=== Task instructions ===
Set down all of the data exactly. Pictures stay out of the copy.

=== The data ===
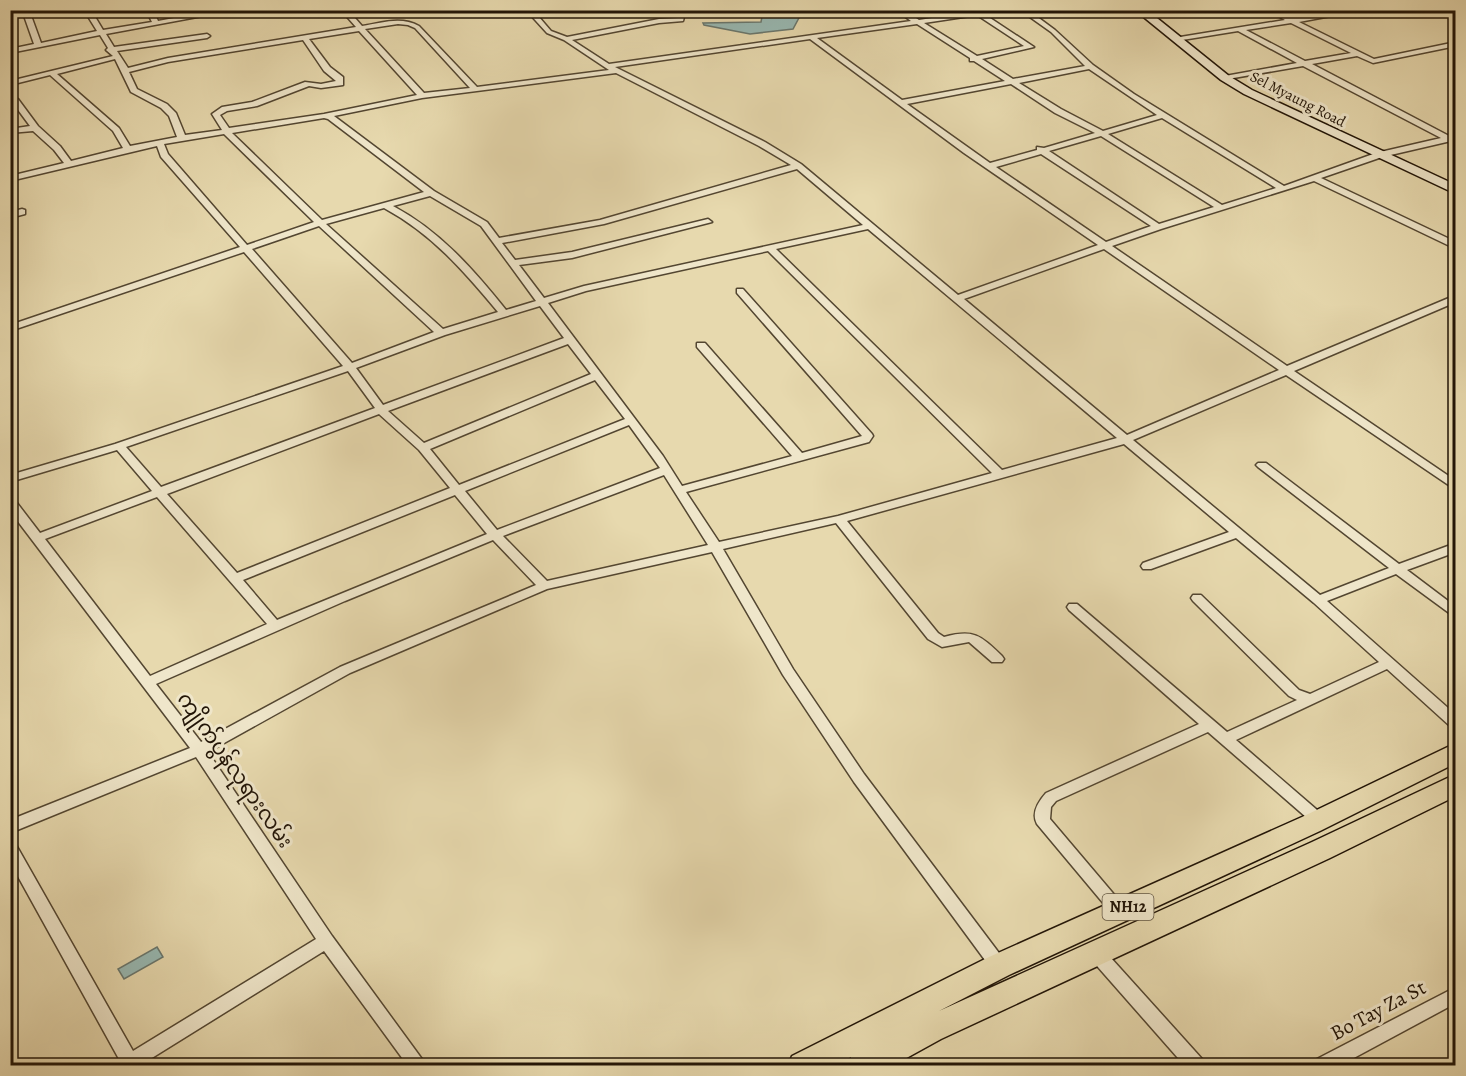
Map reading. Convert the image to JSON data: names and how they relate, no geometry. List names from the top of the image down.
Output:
{
  "streets": {
    "highway": ["NH12"],
    "main road": ["Sel Myaung Road"],
    "street": ["ကျိုက်ပွန်လုရားလမ်း", "Bo Tay Za St"]
  }
}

=== Output ===
Map reading. Convert the image to JSON data: names and how they relate, no geometry. List names from the top of the image down.
Output:
{
  "streets": {
    "highway": ["NH12"],
    "main road": ["Sel Myaung Road"],
    "street": ["ကျိုက်ပွန်လုရားလမ်း", "Bo Tay Za St"]
  }
}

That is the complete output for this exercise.